* [ACTIVITY]: Count every line in the entries that contains "overflow". Report that count alone.

* [ENTRIES SHOWN]:
• • • •

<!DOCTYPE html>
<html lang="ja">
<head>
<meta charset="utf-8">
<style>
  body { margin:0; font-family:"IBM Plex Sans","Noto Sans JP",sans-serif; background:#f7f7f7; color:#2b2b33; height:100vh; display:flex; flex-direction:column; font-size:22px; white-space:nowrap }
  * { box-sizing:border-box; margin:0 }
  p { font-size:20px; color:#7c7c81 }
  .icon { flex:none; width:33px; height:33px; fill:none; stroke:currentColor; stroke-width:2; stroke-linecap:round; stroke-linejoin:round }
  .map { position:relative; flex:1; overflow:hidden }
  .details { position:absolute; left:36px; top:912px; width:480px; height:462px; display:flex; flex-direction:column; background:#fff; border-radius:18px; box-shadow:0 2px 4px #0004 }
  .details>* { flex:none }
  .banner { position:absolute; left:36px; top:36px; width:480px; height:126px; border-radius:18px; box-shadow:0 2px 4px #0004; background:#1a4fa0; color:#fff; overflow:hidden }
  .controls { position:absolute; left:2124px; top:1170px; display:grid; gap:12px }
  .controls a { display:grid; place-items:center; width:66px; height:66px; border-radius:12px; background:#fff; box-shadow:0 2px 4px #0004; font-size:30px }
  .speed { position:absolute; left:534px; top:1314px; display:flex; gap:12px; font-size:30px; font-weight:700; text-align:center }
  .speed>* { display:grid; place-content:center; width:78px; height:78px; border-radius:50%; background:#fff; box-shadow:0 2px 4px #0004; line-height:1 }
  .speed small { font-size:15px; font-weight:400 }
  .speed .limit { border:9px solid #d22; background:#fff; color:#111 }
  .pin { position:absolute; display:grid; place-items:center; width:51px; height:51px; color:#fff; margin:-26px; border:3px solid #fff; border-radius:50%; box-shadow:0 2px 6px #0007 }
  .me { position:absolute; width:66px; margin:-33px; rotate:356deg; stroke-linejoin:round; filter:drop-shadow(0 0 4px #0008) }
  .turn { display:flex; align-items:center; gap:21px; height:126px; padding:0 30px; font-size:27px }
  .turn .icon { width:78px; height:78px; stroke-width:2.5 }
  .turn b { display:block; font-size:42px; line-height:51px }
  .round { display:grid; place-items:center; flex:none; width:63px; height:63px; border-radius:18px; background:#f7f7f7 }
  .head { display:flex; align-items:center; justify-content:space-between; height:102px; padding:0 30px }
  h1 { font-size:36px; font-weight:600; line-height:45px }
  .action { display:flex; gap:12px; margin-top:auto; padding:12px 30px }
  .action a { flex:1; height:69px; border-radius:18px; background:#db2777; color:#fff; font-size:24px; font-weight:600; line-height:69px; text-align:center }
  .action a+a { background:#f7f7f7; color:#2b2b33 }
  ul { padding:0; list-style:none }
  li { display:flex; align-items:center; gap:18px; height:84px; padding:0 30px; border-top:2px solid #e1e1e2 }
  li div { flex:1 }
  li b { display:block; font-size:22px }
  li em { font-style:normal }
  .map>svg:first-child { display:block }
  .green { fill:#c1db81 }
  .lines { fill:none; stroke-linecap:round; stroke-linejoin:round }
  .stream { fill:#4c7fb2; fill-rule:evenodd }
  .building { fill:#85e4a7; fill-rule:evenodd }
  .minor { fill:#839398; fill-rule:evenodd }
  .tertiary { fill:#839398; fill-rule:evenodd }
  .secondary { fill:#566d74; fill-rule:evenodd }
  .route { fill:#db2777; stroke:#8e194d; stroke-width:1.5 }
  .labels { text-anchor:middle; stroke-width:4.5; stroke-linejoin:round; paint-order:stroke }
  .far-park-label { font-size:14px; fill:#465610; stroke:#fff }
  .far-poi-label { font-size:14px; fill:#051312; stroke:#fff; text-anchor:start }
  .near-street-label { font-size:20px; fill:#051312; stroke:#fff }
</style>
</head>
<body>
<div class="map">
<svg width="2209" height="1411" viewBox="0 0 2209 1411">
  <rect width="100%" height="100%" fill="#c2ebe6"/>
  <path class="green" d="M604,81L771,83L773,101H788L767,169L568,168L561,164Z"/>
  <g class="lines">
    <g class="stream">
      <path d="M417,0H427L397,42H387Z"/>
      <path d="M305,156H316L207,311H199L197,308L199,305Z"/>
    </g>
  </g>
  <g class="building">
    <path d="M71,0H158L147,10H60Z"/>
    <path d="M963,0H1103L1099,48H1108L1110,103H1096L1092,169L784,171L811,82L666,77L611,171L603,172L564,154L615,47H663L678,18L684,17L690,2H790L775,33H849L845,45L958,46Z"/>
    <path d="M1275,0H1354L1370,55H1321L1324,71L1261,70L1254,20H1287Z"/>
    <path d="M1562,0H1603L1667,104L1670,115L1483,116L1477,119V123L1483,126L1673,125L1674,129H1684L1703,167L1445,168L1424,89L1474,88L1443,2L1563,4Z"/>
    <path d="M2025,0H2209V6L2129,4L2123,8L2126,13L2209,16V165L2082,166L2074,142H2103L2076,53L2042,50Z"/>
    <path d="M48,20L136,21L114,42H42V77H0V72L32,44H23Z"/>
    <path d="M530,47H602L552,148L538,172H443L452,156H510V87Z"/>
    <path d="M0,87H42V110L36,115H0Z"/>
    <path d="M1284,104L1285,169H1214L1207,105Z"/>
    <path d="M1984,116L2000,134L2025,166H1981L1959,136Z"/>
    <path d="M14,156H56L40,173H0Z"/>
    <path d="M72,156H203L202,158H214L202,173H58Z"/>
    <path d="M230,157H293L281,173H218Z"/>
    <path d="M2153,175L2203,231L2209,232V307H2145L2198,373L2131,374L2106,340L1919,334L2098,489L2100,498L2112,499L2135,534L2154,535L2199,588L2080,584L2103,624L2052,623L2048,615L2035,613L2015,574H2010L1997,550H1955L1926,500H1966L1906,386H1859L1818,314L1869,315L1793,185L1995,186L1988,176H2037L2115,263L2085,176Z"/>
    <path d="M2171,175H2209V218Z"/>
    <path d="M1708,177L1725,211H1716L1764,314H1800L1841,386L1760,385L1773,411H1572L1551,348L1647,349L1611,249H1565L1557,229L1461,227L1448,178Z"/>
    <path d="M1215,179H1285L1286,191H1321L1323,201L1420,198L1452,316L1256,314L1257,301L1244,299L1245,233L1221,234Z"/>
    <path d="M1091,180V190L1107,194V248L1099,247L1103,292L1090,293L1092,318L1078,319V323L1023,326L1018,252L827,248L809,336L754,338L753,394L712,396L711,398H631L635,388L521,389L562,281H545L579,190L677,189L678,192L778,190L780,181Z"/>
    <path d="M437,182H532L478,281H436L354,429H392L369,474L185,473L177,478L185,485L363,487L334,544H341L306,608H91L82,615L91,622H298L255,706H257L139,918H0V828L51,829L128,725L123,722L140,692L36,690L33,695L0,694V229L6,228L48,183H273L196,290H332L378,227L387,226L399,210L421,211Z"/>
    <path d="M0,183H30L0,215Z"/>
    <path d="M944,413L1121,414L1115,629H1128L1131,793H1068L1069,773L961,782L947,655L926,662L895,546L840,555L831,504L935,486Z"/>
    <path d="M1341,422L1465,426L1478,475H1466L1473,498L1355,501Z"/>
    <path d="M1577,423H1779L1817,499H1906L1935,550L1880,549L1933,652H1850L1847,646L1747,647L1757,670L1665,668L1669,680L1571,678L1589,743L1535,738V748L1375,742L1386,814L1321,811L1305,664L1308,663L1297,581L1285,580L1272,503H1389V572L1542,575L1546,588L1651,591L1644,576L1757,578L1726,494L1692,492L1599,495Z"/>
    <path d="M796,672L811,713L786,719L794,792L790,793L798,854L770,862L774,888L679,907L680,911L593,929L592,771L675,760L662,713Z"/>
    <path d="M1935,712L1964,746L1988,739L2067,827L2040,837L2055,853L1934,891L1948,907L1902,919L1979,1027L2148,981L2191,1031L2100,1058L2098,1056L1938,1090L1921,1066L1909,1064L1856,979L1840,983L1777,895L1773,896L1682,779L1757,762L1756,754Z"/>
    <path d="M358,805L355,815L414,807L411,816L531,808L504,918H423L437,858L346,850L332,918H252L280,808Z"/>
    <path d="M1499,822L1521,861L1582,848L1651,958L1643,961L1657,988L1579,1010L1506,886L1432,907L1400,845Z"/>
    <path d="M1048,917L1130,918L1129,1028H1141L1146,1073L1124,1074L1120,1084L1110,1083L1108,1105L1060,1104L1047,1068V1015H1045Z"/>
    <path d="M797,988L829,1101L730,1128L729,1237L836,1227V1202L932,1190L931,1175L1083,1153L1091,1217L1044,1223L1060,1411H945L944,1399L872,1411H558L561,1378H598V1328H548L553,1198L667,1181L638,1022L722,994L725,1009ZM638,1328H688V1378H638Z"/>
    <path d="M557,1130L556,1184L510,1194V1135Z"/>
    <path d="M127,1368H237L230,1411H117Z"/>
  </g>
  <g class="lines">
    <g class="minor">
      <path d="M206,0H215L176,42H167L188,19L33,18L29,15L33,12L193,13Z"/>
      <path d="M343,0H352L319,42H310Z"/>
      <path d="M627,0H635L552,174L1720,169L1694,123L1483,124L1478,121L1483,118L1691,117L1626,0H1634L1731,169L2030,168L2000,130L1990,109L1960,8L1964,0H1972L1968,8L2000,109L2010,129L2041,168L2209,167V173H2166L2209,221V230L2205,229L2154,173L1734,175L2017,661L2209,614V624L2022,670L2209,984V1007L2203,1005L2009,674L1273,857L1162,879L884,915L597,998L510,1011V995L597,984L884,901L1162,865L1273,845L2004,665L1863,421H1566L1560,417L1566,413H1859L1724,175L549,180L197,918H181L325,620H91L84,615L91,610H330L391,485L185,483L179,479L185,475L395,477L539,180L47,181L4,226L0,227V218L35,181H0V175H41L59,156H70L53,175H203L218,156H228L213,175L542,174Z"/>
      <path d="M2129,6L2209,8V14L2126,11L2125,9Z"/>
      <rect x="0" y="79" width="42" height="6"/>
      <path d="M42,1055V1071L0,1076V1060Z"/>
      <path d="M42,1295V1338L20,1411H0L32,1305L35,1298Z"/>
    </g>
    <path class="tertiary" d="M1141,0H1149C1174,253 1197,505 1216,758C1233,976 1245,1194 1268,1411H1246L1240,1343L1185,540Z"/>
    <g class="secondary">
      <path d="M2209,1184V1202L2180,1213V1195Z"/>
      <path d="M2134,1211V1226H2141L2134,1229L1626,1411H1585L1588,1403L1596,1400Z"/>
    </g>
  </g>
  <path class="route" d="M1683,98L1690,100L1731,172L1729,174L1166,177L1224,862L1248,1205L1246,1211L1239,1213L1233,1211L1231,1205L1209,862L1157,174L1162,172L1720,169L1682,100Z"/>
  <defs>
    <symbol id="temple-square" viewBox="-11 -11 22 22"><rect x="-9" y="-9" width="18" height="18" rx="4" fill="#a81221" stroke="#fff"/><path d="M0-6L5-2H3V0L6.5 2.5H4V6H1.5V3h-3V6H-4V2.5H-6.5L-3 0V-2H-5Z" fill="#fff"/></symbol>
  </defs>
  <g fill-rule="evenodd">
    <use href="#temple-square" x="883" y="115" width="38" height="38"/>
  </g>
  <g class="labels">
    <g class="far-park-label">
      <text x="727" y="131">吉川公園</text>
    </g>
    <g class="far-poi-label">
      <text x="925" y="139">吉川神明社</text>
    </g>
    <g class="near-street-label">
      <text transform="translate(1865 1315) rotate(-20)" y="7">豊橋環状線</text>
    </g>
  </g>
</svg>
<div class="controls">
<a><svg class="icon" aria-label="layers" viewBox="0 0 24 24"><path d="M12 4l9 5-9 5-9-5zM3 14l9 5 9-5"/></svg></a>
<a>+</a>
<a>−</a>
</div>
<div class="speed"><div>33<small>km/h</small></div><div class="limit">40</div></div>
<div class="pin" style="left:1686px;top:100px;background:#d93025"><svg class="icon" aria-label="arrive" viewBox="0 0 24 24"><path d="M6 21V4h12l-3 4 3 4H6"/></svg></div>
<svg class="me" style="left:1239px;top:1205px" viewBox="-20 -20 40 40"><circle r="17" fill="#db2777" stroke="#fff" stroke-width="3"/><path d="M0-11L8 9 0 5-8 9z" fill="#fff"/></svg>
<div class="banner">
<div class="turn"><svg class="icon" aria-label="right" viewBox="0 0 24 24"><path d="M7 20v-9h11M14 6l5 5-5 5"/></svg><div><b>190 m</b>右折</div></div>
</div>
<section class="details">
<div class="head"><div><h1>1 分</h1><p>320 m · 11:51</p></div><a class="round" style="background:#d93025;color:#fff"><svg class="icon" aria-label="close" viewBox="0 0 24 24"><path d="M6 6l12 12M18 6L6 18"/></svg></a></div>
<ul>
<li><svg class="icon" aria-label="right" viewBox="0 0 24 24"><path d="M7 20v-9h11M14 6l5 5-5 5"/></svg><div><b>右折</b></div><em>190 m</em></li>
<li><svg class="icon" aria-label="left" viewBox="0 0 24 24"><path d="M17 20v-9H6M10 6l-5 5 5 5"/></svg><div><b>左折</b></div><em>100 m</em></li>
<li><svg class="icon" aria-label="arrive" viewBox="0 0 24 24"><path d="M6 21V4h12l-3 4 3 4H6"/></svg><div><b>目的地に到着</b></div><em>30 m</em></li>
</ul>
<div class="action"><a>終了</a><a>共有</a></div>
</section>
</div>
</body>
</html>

• • • •

* [ANSWER BOX]: 2